Trump beating the war drums for Iran in a highly familiar fashion

Saturday June 01 2019

US President Donald Trump addresses the 2019 graduation ceremony at the United States Air Force Academy in Colorado Springs, Colorado, on May 30, 2019. He is bringing Iran's economy to a standstill. PHOTO | CHET STRANGE | AFP


There is a familiar ring of suspicion to the fast escalating tension in the Persian Gulf and Middle East pitting the United States and its regional allies on the one hand and Iran and its proxies on the other.

In its military interventions in the region, Washington has always first got its culprit, conviction and sentence and then began to look for the evidence. Is it bucking this trend this time around?

Early last month, Washington suddenly warned that its intelligence pointed to heightened activity that would culminate in attacks on US allies or their assets or on the US’s assets in the region.

Who by? Iran, or its proxies in Syria, Iraq, Lebanon, Yemen or Afghanistan. The evidence was not given.

But National Security Adviser John Bolton said last week that it is “almost certain” it was “Iranian naval mines” that damaged two ships belonging to Saudi Arabia, one to the United Arab Emirates (UAE) and another Norwegian flagged on May 12.

Where? In UAE territorial waters. Mr Bolton added that two days later, Iranian-backed forces launched drone attacks on Saudi oil-pumping facilities.



And, he said, the same forces fired a rocket into the Iraqi capital Baghdad, targeting the American mission.

He promised to give evidence to the UN this week. However before Mr Bolton spoke, and prior to the attacks on the ships, an American aircraft carrier and battleship group had last month steamed into the region.

They were joined by the giant B 52 strategic bombers that flew into equally American military bases in the region.

Then Washington revealed it was considering deploying 200,000 troops in the Gulf as it let it be known that it would hold Tehran responsible for any attacks on its assets, or on its allies, or on their assets, or both.

Put another way, Washington has Tehran in its crosshairs and was shopping for an excuse to pull the trigger.

And, such intense rhetorical and military pressure could result in Tehran or one of its proxies making a mistake, on which Washington would capitalise to attack.


But still, why? Historically, Washington has intervened in the region principally for the security and protection of Israel; of its oil-producing allies led by Saudi Arabia; of the region’s oil production and transit infrastructure, and of maritime trade routes.

Iran however cannot win a war against Israel. Indeed, Arab nations cannot defeat Israel.

It has by far the superior military and intelligence. Above all, Israel is nuclear-armed. Iran cannot win a war against its Arab neighbours either. It has no nukes, nor is it a threat to America.

Why fight it? The West have since the 90s played up Iran’s nuclear development programme.

Time without number, they have branded it dangerous and aimed at destroying Israel and the West.

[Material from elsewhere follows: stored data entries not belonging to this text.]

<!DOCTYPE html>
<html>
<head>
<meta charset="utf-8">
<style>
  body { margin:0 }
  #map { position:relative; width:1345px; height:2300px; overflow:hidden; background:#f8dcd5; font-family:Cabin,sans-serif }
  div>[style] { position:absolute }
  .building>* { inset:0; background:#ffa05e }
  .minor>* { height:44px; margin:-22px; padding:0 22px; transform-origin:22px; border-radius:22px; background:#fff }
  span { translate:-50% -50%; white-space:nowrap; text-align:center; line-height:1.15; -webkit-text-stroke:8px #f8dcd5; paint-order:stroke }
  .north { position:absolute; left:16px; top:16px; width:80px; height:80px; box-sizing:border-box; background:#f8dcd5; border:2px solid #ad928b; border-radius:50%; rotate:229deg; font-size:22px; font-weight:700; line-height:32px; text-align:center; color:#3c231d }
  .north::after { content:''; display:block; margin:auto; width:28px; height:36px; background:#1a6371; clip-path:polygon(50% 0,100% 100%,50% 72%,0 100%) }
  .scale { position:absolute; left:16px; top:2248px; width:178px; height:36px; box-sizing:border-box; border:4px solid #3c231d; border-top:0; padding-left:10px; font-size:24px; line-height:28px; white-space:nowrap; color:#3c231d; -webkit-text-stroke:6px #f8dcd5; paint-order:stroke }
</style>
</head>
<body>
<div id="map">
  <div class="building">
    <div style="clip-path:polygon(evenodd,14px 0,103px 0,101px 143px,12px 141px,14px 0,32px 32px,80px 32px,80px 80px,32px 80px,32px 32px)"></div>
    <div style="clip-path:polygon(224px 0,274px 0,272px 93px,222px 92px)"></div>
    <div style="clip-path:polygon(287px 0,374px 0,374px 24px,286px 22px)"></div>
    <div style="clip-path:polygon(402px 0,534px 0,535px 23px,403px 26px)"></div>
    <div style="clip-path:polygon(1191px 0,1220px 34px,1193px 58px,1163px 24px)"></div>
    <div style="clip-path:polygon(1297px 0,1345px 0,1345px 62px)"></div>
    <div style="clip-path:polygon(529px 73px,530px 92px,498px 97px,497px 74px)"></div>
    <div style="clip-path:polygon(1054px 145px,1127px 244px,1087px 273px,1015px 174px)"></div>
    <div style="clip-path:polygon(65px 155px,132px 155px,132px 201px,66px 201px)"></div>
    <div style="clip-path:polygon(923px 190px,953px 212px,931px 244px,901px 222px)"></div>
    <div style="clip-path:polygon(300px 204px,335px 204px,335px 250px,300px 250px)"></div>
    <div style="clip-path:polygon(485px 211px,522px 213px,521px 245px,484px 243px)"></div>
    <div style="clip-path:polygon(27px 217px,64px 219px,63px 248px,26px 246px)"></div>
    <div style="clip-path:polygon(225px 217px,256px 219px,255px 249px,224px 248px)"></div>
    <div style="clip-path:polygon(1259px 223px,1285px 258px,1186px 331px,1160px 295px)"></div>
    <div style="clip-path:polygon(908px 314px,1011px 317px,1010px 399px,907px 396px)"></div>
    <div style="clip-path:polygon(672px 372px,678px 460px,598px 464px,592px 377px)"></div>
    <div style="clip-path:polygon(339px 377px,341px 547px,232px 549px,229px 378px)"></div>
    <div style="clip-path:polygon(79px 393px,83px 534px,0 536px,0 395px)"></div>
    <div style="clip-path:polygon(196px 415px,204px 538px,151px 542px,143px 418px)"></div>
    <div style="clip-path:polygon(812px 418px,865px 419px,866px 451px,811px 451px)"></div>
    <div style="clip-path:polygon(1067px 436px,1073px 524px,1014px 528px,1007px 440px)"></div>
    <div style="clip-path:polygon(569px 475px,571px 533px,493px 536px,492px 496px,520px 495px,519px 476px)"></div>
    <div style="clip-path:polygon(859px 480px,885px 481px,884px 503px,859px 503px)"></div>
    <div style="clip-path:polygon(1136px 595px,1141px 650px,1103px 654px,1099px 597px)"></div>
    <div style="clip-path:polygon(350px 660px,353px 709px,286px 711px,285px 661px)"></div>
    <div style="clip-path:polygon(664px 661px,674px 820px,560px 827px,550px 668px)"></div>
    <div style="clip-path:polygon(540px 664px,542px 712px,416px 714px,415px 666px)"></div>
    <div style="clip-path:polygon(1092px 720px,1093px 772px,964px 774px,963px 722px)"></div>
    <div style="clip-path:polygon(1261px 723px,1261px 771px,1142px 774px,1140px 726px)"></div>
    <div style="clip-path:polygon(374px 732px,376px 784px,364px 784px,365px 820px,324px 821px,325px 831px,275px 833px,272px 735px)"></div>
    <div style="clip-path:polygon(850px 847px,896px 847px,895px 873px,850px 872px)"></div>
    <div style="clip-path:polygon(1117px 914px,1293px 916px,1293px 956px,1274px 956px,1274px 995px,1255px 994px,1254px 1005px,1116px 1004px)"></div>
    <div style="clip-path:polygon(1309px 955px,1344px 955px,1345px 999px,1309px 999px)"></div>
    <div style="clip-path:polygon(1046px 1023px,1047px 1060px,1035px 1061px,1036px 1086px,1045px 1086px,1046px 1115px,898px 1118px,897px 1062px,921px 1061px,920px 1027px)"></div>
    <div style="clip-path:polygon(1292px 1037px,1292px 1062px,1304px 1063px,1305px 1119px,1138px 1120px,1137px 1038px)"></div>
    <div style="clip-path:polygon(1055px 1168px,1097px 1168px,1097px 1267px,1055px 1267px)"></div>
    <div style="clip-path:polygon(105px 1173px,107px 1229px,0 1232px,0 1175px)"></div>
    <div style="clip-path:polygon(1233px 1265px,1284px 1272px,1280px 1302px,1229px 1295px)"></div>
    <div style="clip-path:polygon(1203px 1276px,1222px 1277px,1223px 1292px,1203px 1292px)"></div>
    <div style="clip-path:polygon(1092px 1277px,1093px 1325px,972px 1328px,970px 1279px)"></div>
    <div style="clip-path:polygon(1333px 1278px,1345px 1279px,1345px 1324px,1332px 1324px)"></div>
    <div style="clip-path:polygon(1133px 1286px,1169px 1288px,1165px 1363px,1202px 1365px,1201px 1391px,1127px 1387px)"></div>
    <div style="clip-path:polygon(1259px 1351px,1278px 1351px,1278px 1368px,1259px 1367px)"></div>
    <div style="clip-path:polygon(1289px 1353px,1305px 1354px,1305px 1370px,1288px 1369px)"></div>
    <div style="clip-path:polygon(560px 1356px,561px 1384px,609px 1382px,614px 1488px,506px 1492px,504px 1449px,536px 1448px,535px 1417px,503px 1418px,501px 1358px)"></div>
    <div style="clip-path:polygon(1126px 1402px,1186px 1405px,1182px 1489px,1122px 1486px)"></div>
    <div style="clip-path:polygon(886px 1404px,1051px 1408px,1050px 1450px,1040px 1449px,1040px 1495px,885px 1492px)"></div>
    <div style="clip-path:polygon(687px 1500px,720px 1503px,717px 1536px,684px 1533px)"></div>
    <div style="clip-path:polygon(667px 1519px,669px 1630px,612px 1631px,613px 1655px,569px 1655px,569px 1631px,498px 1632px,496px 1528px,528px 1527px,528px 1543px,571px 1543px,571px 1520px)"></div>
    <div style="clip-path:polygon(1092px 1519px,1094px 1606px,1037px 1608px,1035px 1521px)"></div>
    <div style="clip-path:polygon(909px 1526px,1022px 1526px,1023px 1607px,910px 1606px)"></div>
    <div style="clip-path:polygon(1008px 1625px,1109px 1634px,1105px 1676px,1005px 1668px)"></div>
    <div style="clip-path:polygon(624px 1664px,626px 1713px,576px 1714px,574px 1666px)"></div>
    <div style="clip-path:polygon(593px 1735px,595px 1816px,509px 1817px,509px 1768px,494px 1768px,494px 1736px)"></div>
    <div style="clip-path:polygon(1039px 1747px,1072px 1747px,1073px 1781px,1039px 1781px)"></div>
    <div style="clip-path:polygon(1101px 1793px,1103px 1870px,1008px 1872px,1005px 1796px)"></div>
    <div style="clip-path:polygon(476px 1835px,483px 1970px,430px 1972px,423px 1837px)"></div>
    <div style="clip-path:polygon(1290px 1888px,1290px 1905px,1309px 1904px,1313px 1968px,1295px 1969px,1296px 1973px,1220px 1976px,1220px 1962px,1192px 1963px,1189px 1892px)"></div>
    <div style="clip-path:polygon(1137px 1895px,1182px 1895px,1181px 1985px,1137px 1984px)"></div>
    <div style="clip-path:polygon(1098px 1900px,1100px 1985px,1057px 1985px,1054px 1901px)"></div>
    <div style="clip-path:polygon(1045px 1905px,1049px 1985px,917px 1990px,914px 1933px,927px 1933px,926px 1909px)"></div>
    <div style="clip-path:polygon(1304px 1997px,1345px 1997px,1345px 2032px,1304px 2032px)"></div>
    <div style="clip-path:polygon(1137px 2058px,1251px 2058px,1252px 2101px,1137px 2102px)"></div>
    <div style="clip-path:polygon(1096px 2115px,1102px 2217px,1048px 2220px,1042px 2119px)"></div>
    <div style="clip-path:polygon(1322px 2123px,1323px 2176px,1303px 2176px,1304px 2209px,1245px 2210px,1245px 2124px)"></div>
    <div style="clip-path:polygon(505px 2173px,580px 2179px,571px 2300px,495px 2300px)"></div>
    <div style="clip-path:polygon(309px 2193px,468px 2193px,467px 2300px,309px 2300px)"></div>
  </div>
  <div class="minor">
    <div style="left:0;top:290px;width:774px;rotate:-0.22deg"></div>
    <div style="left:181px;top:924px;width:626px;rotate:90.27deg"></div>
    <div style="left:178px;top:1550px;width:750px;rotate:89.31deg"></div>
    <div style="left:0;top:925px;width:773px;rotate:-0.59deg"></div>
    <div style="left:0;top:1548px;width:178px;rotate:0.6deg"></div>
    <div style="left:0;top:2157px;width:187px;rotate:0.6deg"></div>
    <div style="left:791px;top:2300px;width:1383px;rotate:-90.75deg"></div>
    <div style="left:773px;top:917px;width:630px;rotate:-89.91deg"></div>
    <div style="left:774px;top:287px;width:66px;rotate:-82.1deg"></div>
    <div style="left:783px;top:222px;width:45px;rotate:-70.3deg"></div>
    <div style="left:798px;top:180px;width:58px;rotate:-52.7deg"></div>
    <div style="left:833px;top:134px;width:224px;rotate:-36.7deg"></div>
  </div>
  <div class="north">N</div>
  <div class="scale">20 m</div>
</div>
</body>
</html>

So, in 2015 President Barack Obama led the US, France, UK, Germany, China, Russia, Iran and the 28-member European Union in negotiating a deal that would keep Tehran's nuclear programme in the peaceful orbit.

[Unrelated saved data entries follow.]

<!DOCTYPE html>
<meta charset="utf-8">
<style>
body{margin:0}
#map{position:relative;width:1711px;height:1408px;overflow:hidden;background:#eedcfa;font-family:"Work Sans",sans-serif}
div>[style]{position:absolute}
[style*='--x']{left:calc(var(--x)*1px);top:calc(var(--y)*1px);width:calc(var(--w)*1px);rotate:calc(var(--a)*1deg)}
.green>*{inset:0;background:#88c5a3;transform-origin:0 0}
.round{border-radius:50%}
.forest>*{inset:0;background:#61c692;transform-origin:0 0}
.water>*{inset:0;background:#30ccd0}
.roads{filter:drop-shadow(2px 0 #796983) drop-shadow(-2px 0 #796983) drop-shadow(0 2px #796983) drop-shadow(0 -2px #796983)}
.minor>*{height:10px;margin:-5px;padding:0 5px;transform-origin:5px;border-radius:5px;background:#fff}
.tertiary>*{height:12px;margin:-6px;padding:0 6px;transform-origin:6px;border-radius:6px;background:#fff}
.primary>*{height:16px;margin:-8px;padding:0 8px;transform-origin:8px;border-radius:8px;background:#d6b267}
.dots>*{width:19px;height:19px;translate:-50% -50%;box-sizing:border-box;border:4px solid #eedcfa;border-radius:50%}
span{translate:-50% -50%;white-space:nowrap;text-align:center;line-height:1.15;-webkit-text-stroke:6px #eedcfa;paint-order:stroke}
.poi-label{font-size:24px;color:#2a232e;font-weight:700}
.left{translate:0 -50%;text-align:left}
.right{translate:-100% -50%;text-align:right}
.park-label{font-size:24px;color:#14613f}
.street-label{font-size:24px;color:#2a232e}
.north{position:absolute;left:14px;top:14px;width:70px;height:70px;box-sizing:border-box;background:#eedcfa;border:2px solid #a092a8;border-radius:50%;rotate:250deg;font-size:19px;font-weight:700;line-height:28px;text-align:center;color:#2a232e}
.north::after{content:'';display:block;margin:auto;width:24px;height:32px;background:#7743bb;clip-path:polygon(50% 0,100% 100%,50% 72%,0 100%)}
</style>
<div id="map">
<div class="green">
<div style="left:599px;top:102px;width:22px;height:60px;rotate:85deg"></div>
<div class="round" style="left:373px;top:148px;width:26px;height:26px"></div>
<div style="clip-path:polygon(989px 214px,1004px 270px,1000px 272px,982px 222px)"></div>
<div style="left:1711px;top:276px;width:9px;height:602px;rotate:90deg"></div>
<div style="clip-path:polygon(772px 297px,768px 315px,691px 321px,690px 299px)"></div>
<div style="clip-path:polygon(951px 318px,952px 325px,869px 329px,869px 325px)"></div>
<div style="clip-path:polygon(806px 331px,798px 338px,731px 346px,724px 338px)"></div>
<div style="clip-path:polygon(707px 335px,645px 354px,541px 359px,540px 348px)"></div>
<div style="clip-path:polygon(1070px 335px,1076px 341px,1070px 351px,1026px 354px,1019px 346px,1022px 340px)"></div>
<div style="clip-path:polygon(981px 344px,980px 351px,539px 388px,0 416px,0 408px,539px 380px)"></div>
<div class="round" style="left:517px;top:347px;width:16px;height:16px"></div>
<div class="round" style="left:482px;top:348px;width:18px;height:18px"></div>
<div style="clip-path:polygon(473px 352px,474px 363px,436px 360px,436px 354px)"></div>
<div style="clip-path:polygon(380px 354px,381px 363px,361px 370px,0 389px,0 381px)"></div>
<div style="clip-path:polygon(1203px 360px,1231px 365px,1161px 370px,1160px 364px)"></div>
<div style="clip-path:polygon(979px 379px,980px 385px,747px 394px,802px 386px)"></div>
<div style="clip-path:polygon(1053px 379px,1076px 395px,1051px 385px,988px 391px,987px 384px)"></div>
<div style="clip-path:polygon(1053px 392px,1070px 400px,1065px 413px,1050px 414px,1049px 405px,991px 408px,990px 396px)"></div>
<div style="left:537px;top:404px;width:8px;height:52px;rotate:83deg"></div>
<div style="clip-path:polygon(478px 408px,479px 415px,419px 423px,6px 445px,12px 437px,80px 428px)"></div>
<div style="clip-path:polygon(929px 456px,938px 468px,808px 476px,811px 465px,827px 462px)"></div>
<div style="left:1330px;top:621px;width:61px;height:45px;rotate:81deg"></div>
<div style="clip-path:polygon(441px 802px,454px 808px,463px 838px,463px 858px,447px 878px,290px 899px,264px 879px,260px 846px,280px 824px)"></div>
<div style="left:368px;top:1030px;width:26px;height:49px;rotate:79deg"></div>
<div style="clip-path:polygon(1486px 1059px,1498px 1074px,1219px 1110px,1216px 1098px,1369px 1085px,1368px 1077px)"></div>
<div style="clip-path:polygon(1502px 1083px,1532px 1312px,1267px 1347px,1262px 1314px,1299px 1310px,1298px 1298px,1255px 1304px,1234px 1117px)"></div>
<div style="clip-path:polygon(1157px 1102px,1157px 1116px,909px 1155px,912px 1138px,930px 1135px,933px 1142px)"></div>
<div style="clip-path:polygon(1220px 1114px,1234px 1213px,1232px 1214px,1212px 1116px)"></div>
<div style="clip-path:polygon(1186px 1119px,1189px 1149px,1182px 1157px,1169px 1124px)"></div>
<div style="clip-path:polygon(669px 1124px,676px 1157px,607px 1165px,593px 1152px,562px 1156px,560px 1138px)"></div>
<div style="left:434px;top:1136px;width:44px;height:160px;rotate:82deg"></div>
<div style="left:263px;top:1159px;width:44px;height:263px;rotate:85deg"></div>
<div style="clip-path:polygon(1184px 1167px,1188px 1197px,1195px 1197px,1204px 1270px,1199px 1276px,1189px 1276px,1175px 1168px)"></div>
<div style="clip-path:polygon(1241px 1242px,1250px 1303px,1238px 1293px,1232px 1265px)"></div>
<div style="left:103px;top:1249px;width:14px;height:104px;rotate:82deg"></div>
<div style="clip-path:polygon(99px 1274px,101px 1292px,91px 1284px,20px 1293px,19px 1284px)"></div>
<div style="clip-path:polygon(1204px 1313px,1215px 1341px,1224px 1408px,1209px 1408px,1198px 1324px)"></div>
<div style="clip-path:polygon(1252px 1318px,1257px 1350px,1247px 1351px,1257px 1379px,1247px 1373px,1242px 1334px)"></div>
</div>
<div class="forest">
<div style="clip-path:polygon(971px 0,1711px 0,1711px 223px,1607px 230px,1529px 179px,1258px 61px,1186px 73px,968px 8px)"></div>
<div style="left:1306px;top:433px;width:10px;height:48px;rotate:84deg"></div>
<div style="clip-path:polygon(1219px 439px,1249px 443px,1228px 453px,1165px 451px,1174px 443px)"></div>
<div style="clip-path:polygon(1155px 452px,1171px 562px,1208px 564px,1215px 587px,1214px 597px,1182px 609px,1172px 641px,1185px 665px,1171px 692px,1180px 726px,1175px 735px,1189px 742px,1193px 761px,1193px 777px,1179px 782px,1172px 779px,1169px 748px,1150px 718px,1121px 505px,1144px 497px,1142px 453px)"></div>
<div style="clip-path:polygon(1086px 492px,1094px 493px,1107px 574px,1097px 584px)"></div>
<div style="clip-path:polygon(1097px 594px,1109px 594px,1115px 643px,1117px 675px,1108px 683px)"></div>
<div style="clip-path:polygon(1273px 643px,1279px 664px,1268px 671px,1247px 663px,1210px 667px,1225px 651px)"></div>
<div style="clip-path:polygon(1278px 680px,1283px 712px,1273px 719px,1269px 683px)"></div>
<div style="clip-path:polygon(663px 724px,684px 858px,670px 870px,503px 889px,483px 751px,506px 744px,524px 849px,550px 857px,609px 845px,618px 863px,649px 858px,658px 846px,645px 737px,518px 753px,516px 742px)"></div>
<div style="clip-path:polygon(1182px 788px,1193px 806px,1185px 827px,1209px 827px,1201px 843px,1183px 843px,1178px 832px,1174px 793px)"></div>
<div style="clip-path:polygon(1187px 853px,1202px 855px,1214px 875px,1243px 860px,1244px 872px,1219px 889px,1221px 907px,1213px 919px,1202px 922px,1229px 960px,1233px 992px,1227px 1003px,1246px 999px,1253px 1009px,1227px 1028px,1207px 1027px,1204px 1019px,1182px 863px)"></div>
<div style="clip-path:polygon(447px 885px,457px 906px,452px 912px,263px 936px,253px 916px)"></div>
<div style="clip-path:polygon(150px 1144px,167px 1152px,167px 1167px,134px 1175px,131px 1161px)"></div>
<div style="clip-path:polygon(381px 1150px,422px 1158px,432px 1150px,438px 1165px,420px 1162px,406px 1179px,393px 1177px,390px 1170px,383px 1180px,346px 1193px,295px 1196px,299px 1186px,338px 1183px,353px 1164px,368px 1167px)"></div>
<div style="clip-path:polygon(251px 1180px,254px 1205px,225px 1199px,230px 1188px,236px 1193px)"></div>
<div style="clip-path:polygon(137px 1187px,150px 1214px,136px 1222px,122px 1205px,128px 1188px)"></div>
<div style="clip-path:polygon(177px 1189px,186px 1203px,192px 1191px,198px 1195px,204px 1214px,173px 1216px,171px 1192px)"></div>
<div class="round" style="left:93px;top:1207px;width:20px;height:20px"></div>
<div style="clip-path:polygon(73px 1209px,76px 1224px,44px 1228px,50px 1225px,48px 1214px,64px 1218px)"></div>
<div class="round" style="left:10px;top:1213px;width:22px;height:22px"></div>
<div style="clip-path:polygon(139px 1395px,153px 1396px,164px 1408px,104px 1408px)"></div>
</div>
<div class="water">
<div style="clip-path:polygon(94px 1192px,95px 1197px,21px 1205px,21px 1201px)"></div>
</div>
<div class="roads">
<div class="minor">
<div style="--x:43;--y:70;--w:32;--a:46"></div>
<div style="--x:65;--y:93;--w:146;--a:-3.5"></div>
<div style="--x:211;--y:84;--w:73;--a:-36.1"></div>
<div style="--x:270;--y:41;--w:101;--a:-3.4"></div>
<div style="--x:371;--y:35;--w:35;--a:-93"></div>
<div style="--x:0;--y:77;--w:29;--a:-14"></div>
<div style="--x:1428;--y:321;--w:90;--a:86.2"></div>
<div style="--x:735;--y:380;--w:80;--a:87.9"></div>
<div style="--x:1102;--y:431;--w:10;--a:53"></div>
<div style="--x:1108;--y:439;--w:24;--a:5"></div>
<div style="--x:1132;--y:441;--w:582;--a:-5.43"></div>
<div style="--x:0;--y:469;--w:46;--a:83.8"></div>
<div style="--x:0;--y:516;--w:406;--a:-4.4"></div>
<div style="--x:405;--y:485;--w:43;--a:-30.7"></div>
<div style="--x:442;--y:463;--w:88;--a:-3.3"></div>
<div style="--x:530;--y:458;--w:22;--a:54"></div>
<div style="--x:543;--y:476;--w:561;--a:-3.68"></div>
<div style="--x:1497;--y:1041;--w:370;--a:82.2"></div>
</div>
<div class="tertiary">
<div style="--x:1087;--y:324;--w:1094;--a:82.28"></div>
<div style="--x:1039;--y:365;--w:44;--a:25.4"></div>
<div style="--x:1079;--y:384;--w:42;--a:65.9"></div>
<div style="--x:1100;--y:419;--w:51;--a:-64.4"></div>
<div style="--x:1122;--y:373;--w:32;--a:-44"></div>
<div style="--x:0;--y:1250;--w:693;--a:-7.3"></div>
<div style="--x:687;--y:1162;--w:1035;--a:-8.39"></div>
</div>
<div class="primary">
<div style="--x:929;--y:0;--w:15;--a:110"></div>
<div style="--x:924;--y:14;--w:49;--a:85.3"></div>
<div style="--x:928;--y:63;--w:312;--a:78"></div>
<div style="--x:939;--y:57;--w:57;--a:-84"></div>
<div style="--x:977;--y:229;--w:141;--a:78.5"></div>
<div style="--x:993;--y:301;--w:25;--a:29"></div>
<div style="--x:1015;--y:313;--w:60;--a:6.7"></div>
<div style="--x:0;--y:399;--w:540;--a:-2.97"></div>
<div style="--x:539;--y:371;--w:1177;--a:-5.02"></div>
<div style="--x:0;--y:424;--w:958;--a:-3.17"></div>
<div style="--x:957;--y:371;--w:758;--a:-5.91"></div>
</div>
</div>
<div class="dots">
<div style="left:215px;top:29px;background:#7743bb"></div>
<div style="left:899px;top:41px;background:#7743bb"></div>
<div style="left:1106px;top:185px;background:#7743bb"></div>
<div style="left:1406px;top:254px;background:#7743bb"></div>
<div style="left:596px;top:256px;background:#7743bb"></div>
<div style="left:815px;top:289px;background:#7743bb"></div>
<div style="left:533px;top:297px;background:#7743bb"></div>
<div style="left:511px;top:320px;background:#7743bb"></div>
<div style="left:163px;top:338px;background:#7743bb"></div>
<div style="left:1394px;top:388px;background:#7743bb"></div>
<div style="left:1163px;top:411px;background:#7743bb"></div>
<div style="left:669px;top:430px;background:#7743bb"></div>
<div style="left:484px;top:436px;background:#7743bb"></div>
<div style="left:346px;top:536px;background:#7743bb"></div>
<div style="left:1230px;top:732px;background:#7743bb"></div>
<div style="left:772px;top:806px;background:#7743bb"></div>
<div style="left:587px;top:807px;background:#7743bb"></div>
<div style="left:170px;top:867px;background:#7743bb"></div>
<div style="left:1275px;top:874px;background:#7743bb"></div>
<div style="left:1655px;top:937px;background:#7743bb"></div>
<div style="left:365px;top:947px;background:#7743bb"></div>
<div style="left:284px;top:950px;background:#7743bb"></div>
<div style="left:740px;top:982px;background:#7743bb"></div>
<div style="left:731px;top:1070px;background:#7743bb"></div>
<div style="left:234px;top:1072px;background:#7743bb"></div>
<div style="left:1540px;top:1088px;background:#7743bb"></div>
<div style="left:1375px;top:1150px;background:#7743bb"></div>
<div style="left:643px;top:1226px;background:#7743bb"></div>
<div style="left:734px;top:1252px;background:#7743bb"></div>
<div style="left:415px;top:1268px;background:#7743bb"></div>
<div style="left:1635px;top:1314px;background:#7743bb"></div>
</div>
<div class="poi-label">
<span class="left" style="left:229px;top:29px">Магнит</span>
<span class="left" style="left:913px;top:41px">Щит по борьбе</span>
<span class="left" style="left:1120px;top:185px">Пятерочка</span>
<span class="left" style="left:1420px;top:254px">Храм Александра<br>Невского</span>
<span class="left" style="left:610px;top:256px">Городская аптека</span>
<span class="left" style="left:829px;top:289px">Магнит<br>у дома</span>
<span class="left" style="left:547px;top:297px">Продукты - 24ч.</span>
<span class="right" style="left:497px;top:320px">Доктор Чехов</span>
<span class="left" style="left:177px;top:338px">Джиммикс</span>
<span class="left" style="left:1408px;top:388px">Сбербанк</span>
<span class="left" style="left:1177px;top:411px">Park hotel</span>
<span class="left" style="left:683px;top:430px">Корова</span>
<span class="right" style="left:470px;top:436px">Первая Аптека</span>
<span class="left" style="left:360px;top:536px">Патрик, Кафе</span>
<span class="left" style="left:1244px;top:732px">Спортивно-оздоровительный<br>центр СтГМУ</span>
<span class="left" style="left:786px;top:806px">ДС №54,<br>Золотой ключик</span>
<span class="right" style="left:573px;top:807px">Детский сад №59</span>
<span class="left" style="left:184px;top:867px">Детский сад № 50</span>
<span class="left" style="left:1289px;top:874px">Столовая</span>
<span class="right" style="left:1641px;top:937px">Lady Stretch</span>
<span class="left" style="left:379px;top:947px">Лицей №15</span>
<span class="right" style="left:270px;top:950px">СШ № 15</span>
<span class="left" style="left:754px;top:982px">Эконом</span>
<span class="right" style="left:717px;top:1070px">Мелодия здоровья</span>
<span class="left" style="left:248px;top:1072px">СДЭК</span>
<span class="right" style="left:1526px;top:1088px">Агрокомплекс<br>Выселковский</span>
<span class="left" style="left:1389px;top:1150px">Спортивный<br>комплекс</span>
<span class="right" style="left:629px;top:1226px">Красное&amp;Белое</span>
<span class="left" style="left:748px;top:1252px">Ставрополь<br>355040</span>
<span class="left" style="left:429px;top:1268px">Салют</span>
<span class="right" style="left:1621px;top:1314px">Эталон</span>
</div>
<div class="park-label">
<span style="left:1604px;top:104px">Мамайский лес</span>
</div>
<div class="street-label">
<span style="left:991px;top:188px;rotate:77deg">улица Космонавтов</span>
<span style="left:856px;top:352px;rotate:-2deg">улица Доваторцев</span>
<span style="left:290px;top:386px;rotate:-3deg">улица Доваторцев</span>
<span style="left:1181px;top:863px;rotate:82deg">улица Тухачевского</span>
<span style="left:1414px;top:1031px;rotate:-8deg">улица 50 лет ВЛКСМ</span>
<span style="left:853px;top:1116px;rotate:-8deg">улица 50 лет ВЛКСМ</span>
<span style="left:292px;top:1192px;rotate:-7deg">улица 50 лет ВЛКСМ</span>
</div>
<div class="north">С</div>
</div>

In return sanctions against Tehran were removed and, crucially, Iran was brought back into the global financial system.

But candidate Donald Trump famously denounced it as rotten and, as President, withdrew America from it a year ago last month.

He instead imposed a new and austere sanctions regime aimed at killing off Iran’s export of oil altogether, isolating it financially and bringing its economy to a standstill.

Then, on May 12, 2018, Secretary of State Mike Pompeo issued a 12-point ultimatum to Tehran.

It’s dos and don’ts would make sense only if Iran had just lost a war it started or forced on the US and or its allies.

But Mr Trump’s tough action and Mr Pompeo’s tougher demand pale in comparison to the President’s unprecedented April 8 action: he officially declared Iran’s elite military corps, the Republican Guard, a terrorist organisation.


Mr Trump accused the Guard of actively participating in, financing and promoting “terrorism as a tool of statecraft”.

But the President said last week he does not seek regime change in Iran, but only wants to ensure Tehran does not acquire nukes.

Mr Trump’s rhetoric and actions don’t tally. His sanctions have isolated Iran from the global financial system and reduced its oil production from 1.3 million barrels a day to just 400,000 and dropping.

Clearly, Washington wants Tehran to capitulate or for Iranians to rebel. Meanwhile, wait for Mr Bolton’s UN evidence. Remember Colin Powell?